Which lines of the data contain the string "none"? Copy every one.
= = =
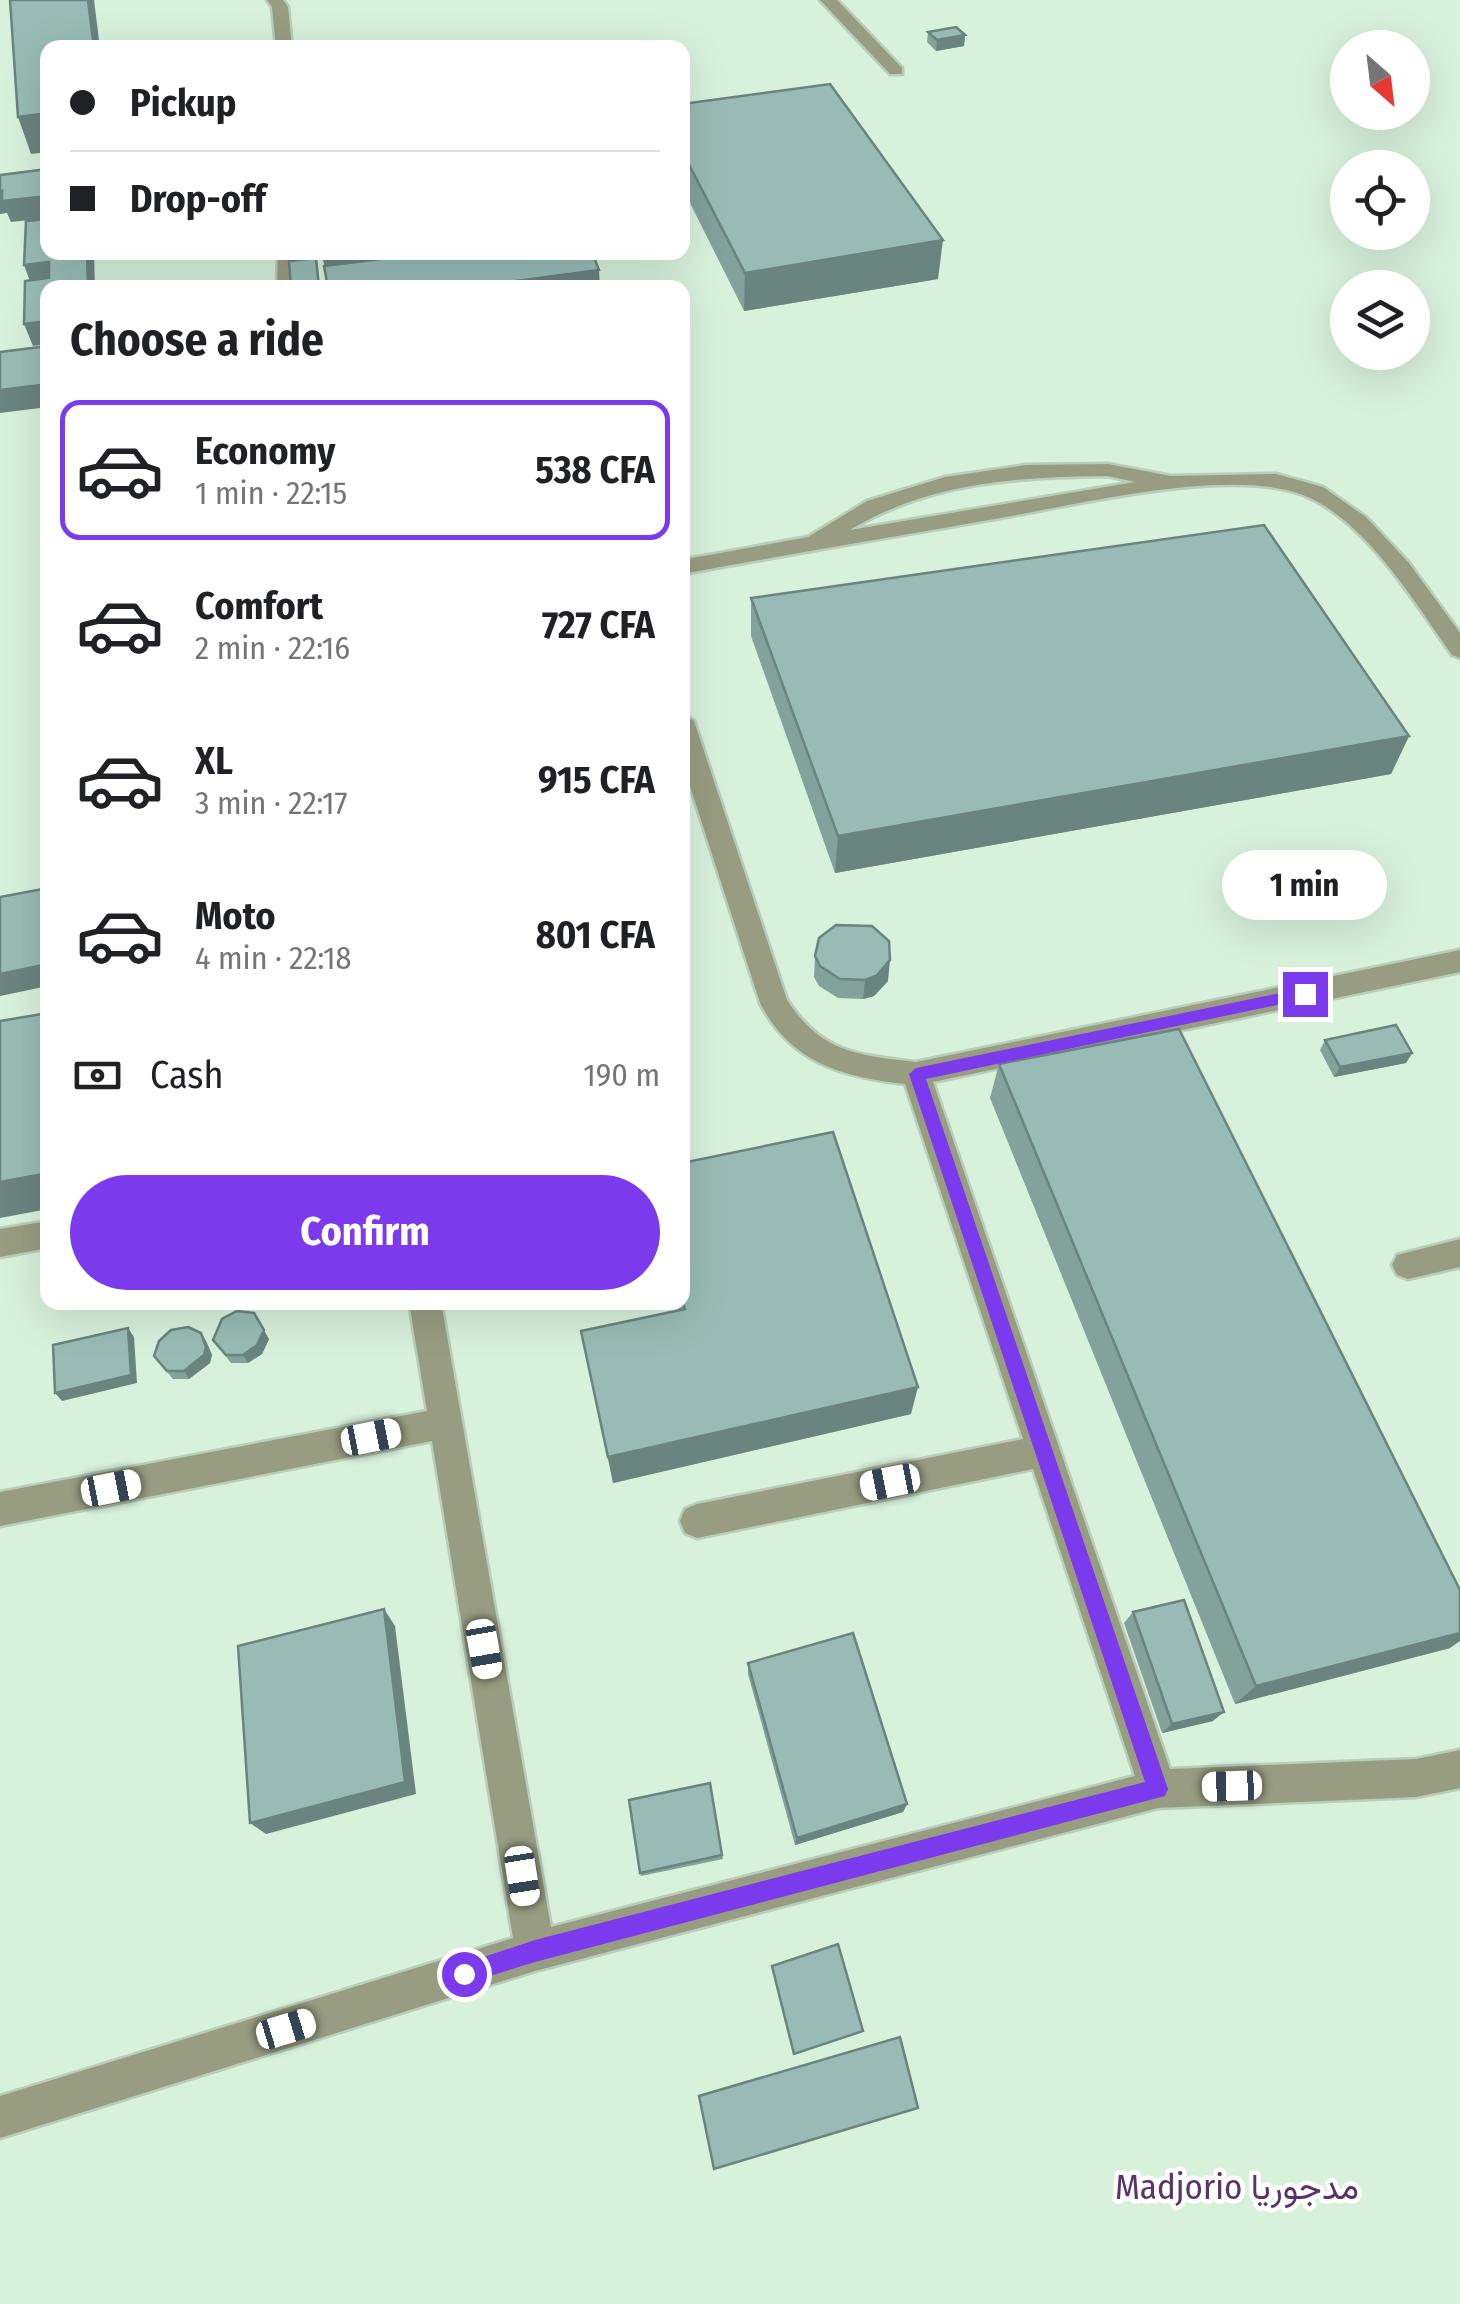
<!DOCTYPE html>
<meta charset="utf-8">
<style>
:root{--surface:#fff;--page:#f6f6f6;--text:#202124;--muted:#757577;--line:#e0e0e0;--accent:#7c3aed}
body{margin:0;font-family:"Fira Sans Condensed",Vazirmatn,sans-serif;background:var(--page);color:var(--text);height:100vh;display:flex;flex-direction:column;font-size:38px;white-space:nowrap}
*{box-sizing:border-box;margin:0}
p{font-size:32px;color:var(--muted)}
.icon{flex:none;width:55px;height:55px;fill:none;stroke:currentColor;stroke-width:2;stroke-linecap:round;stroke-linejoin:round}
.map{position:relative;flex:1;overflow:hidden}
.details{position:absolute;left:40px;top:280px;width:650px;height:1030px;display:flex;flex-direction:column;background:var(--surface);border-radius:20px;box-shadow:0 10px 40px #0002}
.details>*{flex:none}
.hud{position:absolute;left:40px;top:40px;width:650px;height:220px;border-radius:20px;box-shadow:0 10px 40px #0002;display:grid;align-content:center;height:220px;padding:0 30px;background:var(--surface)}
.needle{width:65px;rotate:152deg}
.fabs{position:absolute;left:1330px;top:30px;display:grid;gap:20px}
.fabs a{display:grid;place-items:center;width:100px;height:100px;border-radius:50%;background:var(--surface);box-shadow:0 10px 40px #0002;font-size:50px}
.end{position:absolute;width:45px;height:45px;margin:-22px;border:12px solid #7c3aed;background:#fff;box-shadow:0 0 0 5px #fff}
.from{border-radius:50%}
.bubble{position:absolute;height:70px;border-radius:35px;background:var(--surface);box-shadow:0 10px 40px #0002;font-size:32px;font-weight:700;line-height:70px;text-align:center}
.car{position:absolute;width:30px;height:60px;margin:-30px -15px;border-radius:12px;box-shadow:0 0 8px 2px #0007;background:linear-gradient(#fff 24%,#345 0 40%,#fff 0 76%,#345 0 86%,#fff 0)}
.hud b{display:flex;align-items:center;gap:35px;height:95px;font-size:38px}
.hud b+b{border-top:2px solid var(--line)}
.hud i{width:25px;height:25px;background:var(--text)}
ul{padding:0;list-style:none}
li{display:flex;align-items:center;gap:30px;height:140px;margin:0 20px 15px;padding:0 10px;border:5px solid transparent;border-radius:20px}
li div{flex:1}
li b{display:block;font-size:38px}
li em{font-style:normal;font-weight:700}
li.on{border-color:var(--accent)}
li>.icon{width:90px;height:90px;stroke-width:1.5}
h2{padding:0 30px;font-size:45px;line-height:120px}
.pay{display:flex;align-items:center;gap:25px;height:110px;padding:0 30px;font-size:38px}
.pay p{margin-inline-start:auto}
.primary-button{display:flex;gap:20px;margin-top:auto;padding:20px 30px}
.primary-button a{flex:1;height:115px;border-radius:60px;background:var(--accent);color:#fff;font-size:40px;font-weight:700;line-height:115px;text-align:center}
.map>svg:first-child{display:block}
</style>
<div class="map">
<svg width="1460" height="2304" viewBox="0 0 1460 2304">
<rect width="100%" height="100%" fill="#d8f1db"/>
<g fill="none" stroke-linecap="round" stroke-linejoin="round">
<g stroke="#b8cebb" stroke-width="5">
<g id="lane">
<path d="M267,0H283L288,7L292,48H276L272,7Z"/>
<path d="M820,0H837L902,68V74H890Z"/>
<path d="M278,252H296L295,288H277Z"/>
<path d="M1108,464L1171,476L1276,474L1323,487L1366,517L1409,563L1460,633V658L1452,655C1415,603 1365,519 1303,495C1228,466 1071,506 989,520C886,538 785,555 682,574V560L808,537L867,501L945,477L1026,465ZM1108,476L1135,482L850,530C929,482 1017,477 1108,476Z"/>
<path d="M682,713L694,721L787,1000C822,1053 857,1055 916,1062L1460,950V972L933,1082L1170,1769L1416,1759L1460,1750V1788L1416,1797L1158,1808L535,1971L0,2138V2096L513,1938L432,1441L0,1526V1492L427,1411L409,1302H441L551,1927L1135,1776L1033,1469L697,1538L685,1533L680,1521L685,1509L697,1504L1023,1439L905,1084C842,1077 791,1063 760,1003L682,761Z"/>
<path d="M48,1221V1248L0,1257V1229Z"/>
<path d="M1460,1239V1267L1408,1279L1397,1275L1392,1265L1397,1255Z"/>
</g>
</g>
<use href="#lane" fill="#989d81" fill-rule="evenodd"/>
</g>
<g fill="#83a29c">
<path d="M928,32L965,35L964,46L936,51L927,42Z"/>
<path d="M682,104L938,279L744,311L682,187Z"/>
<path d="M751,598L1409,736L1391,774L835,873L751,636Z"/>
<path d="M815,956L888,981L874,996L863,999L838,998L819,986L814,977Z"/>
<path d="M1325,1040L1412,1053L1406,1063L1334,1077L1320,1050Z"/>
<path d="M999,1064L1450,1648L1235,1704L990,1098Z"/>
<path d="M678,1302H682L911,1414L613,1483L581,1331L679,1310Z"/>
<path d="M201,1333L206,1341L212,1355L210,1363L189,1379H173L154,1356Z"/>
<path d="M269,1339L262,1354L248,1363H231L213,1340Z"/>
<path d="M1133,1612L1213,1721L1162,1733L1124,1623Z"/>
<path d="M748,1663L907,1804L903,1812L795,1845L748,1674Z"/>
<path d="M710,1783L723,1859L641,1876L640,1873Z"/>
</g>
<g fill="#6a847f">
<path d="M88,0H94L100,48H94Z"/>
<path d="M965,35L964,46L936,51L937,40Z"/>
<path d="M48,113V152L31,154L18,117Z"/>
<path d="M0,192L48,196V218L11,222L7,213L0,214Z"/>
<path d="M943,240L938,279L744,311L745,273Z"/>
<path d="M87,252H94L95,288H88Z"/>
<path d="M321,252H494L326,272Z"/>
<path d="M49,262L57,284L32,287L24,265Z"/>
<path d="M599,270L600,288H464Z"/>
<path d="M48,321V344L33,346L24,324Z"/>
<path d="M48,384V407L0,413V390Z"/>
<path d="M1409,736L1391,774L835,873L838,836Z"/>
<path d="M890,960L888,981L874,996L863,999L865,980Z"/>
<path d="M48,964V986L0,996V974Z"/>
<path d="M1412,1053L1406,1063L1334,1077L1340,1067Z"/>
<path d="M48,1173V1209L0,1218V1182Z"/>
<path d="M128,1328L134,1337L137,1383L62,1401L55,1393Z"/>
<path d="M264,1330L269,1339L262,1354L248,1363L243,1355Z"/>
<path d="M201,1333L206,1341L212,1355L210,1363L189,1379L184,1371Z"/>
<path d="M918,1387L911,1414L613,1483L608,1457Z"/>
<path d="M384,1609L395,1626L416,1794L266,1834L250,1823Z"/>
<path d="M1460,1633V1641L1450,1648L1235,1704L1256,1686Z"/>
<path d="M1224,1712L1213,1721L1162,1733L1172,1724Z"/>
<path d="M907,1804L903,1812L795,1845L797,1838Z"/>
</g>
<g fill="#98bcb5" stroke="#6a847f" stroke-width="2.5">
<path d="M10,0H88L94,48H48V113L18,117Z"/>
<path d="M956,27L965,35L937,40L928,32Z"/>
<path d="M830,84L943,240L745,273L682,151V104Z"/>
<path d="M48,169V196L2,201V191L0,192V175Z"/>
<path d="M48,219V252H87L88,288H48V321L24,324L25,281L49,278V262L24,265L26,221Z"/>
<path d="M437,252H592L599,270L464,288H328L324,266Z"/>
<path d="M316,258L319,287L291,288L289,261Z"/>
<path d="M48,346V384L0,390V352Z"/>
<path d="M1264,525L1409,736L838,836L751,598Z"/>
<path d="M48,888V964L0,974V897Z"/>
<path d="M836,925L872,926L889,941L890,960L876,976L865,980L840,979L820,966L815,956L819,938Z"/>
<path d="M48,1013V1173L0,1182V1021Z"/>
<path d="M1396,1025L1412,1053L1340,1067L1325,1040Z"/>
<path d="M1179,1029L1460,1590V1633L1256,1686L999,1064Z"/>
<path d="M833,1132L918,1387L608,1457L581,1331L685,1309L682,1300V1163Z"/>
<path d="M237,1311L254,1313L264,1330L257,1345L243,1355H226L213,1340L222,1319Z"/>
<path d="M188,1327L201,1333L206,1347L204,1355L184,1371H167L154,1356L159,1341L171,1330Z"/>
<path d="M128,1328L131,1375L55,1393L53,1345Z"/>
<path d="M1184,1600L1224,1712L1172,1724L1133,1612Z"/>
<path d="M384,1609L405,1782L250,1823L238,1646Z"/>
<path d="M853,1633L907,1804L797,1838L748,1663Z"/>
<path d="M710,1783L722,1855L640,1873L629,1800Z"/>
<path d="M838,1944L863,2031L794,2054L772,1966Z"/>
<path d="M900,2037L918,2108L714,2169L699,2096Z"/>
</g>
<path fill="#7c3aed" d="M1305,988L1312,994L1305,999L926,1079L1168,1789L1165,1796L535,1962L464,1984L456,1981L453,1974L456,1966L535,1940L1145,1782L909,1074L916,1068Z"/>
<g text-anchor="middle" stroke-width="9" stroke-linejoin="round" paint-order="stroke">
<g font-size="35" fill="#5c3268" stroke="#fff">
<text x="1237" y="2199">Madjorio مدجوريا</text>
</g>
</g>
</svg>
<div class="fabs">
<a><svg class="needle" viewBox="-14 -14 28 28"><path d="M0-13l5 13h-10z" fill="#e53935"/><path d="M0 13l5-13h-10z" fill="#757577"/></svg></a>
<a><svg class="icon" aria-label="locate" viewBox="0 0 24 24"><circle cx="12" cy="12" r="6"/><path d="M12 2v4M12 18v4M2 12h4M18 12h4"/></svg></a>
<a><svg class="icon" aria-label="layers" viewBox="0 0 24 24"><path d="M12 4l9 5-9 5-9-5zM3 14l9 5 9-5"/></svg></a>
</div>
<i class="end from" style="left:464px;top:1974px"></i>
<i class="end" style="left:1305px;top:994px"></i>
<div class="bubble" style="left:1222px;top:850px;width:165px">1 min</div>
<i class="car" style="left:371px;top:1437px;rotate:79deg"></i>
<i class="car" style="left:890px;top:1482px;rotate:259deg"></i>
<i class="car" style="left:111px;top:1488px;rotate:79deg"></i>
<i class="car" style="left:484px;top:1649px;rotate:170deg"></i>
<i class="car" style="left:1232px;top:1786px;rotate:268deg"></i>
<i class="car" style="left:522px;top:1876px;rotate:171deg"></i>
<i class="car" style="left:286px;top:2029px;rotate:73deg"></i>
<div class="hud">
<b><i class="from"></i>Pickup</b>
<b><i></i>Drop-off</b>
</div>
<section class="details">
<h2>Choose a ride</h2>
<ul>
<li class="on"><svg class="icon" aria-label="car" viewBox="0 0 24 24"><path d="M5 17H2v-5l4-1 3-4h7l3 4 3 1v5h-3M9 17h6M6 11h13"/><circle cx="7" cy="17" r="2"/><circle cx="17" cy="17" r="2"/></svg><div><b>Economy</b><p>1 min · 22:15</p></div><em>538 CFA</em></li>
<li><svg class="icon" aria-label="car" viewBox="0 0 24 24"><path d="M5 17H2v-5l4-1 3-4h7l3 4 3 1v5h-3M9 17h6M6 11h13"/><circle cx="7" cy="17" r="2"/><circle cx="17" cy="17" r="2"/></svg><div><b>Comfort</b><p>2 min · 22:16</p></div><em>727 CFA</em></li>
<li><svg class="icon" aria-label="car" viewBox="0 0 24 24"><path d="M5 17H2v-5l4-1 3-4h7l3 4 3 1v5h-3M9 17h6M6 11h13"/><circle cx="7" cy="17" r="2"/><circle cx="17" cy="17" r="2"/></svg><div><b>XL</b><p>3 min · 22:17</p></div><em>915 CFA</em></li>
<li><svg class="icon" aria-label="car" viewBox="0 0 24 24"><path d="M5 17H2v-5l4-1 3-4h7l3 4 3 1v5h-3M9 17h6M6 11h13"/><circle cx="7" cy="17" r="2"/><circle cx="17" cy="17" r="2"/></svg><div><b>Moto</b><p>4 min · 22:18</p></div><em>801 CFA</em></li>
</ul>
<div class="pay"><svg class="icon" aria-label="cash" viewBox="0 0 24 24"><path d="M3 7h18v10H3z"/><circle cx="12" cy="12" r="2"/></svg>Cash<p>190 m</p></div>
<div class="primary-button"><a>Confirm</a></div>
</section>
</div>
= = =
OUTPUT:
.icon{flex:none;width:55px;height:55px;fill:none;stroke:currentColor;stroke-width:2;stroke-linecap:round;stroke-linejoin:round}
.details>*{flex:none}
ul{padding:0;list-style:none}
<g fill="none" stroke-linecap="round" stroke-linejoin="round">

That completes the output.